Saved entries

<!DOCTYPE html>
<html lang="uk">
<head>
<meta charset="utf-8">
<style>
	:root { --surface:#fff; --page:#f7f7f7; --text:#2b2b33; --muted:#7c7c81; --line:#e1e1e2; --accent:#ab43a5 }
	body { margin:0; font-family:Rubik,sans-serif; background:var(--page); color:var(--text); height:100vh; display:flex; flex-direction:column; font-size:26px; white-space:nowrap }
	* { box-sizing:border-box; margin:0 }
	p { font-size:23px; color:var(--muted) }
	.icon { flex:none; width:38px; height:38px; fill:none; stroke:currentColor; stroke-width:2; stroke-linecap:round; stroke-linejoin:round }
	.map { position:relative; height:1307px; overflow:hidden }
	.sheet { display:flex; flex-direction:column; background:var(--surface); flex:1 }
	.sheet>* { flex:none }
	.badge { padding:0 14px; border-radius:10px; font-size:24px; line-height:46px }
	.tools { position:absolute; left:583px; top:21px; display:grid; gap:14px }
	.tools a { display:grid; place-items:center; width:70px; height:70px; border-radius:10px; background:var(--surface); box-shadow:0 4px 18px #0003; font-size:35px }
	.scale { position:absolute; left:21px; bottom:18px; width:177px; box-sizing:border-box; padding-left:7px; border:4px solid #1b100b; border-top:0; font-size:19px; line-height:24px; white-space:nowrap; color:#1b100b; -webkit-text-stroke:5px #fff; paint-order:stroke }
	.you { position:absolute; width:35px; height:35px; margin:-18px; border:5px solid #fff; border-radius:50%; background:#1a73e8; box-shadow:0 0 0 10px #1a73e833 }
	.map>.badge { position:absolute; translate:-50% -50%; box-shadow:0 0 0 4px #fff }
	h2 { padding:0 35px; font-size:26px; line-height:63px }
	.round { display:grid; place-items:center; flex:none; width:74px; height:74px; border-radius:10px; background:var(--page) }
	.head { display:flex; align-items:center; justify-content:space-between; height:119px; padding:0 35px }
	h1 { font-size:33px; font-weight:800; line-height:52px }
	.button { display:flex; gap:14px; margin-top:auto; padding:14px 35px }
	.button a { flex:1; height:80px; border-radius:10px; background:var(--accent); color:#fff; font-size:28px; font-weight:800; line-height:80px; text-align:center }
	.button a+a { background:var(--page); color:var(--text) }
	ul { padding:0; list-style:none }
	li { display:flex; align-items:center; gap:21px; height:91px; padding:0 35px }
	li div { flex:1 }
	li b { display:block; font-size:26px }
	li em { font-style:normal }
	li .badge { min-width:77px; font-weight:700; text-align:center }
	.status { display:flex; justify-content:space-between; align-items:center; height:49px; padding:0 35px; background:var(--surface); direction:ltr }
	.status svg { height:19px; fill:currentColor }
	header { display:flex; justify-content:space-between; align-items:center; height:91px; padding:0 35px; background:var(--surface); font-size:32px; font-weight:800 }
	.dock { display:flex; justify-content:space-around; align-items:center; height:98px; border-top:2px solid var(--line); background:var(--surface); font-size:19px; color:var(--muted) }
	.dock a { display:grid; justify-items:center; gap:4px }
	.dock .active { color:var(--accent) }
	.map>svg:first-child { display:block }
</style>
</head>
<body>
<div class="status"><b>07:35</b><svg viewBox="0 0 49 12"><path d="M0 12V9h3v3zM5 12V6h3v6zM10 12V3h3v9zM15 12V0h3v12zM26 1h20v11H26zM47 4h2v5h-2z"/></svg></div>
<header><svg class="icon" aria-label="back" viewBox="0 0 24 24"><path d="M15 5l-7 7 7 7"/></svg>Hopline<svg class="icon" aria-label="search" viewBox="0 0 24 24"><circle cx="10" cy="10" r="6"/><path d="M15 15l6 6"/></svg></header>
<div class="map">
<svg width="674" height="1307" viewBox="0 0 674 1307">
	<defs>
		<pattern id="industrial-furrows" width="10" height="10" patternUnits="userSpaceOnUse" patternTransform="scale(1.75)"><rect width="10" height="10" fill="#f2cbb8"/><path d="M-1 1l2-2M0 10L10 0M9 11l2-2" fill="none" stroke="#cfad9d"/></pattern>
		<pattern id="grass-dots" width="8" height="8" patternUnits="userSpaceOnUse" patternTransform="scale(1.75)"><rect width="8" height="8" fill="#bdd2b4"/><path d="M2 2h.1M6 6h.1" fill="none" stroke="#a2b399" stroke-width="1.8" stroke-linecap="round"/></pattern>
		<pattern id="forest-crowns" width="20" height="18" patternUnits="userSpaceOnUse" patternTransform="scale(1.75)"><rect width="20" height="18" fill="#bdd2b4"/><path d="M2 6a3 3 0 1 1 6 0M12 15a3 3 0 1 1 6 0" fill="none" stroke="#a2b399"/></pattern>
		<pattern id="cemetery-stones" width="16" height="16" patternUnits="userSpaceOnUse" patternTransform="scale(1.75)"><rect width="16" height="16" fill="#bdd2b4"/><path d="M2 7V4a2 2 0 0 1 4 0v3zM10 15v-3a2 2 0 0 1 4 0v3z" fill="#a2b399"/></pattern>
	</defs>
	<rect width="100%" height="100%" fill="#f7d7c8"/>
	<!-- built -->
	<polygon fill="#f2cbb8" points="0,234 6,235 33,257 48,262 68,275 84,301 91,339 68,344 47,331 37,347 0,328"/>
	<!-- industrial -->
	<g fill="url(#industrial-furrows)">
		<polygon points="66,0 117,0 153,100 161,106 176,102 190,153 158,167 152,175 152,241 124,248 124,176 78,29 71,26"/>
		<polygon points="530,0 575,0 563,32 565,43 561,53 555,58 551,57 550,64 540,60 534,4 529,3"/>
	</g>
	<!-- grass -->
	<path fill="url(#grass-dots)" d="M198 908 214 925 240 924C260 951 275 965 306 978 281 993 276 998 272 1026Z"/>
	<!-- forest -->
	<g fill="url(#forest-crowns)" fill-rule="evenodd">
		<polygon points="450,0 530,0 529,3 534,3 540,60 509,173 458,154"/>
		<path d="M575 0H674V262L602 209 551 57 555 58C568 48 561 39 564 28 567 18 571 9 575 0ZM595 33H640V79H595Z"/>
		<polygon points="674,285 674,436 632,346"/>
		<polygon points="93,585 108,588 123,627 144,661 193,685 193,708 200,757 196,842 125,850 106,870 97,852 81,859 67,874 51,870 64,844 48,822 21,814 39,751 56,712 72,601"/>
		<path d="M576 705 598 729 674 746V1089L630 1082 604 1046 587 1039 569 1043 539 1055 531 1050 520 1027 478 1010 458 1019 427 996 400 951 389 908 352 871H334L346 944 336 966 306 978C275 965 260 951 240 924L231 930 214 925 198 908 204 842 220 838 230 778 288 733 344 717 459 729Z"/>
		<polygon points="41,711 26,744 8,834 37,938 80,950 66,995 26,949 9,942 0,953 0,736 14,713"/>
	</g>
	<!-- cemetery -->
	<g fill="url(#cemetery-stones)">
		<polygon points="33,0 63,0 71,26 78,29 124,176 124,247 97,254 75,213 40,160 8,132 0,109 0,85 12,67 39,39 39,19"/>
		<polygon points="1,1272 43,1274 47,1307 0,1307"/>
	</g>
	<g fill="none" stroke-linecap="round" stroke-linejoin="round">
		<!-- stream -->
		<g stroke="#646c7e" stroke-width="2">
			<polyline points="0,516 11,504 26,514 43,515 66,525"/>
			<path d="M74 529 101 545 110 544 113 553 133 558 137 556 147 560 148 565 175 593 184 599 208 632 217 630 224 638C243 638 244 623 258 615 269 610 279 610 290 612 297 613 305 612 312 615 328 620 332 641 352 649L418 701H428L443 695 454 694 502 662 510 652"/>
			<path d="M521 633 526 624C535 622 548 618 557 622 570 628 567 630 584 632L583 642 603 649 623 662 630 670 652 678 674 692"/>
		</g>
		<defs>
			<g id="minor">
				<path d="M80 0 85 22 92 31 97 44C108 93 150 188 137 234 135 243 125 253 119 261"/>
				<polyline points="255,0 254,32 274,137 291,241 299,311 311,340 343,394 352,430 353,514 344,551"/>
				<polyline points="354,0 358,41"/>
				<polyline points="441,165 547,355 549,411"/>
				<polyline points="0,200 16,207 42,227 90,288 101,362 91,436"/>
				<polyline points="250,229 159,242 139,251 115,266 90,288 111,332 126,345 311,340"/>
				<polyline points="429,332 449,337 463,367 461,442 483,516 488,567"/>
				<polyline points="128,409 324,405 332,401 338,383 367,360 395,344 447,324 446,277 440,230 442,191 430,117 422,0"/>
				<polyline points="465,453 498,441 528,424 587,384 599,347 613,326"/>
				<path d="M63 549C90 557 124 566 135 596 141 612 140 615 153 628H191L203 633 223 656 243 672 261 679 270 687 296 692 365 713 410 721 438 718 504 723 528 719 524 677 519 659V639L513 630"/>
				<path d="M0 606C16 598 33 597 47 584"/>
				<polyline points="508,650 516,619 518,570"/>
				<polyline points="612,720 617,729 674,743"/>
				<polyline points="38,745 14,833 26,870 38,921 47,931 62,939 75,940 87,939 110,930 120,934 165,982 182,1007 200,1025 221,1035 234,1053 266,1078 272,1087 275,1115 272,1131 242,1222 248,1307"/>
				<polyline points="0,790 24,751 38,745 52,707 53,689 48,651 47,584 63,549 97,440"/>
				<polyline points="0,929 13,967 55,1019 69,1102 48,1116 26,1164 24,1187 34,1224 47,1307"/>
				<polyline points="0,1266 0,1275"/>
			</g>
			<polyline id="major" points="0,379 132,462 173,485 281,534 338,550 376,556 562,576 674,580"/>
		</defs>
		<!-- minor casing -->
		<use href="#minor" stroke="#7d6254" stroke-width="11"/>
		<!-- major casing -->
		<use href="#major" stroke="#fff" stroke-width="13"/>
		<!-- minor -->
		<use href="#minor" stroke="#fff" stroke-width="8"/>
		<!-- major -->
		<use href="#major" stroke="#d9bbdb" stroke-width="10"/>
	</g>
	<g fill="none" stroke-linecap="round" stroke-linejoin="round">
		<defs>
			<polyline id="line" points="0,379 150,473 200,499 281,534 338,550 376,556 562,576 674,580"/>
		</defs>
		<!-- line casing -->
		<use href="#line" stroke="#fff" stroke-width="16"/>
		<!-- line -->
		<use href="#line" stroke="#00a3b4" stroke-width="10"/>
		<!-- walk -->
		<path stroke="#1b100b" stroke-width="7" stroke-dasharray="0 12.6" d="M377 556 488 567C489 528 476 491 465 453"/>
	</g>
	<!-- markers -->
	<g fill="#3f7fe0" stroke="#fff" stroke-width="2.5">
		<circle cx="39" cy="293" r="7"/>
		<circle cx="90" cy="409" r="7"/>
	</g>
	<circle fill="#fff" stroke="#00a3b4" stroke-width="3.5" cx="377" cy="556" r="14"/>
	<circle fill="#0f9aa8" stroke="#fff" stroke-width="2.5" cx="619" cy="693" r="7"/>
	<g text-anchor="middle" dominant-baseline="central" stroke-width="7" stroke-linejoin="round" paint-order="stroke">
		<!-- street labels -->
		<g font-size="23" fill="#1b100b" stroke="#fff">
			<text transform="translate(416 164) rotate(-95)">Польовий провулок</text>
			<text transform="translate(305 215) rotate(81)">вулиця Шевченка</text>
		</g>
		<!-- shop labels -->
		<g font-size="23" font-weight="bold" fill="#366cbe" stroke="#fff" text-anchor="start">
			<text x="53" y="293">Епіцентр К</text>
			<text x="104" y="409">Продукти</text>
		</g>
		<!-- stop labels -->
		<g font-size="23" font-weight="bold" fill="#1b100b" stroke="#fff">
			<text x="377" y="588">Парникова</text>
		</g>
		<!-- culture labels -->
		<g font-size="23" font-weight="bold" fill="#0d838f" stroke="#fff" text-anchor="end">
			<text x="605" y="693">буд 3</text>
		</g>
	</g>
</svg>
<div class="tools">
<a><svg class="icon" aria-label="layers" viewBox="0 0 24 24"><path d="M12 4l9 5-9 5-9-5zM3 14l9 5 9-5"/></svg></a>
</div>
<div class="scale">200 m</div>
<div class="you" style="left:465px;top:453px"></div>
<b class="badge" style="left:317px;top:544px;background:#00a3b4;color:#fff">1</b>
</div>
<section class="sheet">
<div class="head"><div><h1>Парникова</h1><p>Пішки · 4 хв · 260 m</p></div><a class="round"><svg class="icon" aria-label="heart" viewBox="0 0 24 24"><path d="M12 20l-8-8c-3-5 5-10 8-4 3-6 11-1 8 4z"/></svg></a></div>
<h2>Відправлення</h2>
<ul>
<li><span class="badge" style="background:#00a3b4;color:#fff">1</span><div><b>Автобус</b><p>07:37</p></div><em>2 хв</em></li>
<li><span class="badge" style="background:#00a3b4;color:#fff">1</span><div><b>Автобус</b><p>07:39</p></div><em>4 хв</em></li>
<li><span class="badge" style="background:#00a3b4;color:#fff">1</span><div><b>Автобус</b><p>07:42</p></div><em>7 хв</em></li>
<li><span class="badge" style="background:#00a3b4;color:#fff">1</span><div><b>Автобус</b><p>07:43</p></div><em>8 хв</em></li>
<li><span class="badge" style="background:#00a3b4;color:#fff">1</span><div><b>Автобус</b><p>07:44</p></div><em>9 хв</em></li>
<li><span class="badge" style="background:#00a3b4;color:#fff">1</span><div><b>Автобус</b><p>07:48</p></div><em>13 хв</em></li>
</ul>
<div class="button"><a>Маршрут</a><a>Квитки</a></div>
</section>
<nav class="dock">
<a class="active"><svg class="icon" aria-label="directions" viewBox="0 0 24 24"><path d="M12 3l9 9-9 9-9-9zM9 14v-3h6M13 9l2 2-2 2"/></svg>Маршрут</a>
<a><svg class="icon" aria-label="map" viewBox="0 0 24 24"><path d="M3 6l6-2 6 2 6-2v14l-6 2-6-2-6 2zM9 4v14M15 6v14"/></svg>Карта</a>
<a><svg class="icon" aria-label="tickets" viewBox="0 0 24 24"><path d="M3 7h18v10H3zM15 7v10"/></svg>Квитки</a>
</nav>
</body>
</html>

--

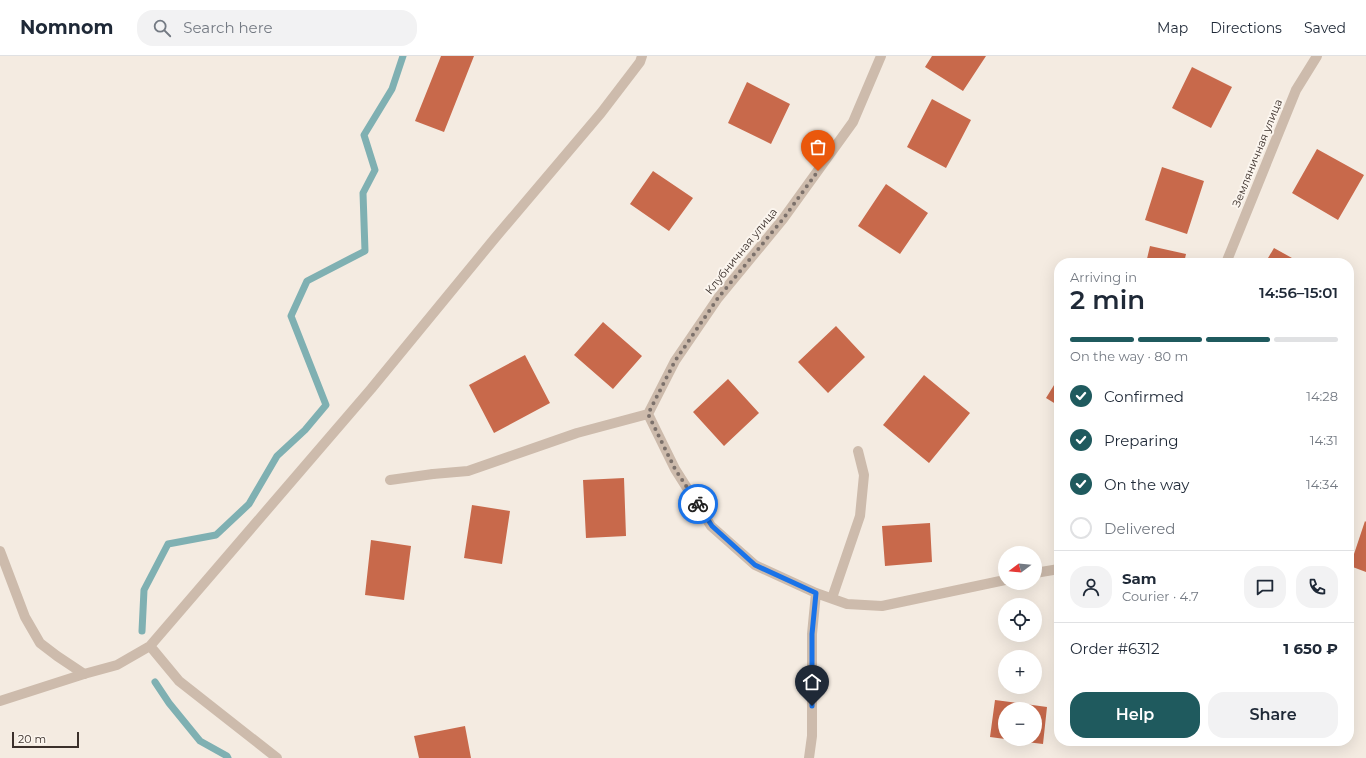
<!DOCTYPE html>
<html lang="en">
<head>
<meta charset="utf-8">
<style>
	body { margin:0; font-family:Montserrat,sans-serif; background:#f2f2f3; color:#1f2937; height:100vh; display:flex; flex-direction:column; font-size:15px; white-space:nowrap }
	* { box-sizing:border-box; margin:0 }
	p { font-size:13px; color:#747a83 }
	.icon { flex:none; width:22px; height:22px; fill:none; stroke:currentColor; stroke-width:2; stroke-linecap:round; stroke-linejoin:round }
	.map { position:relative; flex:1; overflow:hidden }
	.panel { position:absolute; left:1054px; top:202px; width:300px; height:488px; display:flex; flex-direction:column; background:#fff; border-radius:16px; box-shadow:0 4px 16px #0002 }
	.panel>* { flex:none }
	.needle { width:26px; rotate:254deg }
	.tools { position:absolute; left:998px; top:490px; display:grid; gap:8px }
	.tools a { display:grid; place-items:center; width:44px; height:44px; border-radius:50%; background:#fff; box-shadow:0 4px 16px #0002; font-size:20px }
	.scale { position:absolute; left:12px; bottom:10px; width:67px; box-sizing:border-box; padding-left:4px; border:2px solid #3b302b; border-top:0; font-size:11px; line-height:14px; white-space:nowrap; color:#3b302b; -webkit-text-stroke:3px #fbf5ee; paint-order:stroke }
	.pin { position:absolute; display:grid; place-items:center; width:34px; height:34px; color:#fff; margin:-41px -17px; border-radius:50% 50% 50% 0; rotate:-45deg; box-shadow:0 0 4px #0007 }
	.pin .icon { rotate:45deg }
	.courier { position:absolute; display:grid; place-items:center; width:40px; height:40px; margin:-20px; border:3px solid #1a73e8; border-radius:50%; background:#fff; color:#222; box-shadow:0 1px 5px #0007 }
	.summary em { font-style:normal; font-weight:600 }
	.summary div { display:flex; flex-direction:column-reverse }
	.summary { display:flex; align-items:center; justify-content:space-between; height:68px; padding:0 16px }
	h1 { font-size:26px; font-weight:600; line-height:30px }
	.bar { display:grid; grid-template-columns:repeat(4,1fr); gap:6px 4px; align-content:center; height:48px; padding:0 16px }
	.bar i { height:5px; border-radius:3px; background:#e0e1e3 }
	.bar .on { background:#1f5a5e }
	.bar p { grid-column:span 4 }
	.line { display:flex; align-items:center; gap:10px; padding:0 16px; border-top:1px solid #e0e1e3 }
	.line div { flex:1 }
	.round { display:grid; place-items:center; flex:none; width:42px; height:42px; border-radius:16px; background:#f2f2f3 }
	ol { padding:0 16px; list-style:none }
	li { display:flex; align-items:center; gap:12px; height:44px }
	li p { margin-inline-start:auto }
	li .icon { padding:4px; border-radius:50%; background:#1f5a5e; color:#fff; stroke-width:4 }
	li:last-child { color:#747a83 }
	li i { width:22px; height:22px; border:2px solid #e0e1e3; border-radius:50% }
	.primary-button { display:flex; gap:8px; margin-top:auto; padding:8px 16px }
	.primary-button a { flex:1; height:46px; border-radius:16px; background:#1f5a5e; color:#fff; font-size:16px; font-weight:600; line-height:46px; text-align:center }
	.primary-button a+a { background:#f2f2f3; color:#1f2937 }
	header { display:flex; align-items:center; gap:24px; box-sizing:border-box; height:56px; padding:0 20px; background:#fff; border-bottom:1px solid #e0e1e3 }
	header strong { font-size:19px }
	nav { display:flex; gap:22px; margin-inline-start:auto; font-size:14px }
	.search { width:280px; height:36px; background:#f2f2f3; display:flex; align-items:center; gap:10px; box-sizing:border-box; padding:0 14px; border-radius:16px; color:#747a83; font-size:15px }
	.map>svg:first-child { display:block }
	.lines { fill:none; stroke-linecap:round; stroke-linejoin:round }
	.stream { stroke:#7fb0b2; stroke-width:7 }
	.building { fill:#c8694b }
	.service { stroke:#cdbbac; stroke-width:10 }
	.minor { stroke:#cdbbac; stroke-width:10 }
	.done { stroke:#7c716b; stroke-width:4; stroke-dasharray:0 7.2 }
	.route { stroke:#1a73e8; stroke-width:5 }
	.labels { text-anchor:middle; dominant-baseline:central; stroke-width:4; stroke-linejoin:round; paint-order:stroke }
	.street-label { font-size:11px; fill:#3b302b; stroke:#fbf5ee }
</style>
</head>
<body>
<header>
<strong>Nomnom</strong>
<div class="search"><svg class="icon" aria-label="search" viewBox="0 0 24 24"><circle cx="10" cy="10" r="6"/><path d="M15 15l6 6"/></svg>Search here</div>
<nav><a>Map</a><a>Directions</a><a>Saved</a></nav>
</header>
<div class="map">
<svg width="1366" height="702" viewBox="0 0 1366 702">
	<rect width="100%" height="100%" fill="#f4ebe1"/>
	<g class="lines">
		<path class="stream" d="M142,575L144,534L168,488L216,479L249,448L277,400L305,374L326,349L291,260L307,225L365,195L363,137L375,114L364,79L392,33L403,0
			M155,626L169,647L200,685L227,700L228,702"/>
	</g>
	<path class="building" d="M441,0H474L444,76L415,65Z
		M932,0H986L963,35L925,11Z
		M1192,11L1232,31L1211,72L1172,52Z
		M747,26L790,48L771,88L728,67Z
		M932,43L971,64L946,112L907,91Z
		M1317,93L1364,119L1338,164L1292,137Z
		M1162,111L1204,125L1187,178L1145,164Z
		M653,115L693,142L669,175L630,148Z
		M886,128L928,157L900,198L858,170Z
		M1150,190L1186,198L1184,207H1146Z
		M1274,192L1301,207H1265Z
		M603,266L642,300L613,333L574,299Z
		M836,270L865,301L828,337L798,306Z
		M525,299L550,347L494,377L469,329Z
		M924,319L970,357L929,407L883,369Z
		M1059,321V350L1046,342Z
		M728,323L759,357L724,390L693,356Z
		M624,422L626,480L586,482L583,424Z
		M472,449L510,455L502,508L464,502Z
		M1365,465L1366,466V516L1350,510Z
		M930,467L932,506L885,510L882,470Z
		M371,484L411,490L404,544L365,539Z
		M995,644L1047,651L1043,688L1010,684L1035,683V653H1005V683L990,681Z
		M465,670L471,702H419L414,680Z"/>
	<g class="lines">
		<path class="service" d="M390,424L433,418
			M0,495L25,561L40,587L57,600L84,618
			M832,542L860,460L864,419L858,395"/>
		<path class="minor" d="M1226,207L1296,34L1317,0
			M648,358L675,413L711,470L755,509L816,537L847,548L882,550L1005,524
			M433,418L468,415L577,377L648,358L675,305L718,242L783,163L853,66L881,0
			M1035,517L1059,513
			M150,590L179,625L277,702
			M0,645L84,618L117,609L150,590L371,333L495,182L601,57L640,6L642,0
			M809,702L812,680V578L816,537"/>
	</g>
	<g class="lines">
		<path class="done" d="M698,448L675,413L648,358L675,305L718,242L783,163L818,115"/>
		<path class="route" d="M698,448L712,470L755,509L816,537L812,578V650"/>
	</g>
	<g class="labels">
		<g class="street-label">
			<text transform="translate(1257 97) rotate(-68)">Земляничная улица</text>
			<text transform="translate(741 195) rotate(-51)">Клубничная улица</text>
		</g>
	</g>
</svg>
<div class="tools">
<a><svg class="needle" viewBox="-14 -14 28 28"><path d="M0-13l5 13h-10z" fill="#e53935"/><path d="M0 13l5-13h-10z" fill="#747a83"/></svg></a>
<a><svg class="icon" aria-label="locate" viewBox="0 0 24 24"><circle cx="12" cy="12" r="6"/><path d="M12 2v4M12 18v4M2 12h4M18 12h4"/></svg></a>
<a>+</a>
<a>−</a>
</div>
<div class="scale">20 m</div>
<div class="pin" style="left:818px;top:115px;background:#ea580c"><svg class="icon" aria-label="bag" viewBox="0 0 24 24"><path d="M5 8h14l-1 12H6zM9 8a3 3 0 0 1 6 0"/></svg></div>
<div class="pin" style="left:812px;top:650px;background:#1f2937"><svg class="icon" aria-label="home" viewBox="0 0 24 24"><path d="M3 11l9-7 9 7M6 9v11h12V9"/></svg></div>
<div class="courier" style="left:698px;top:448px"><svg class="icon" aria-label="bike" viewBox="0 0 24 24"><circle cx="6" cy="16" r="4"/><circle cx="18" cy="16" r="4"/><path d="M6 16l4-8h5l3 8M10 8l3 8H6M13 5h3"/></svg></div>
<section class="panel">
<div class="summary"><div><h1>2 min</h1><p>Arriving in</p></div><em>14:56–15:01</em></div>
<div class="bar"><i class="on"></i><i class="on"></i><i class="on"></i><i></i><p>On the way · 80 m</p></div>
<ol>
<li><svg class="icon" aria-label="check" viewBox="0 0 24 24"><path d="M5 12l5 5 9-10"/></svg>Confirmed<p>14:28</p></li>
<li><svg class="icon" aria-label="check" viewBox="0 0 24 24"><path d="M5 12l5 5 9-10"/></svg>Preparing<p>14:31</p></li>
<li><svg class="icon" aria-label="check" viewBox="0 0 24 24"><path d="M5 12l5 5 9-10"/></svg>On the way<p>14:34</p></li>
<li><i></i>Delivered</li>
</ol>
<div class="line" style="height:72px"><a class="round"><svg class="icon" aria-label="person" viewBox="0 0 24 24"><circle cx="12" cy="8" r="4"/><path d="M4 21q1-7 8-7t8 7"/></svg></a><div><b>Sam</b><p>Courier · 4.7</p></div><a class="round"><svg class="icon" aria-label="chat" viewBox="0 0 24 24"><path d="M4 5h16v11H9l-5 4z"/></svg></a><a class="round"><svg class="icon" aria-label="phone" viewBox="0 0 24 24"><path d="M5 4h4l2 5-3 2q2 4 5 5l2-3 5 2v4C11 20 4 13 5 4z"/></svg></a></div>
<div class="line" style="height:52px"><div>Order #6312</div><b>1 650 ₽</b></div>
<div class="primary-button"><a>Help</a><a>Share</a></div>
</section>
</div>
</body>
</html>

* To do
Which of the lines above include the word "hidden"? List those lines.

* Response area
	.map { position:relative; height:1307px; overflow:hidden }
	.map { position:relative; flex:1; overflow:hidden }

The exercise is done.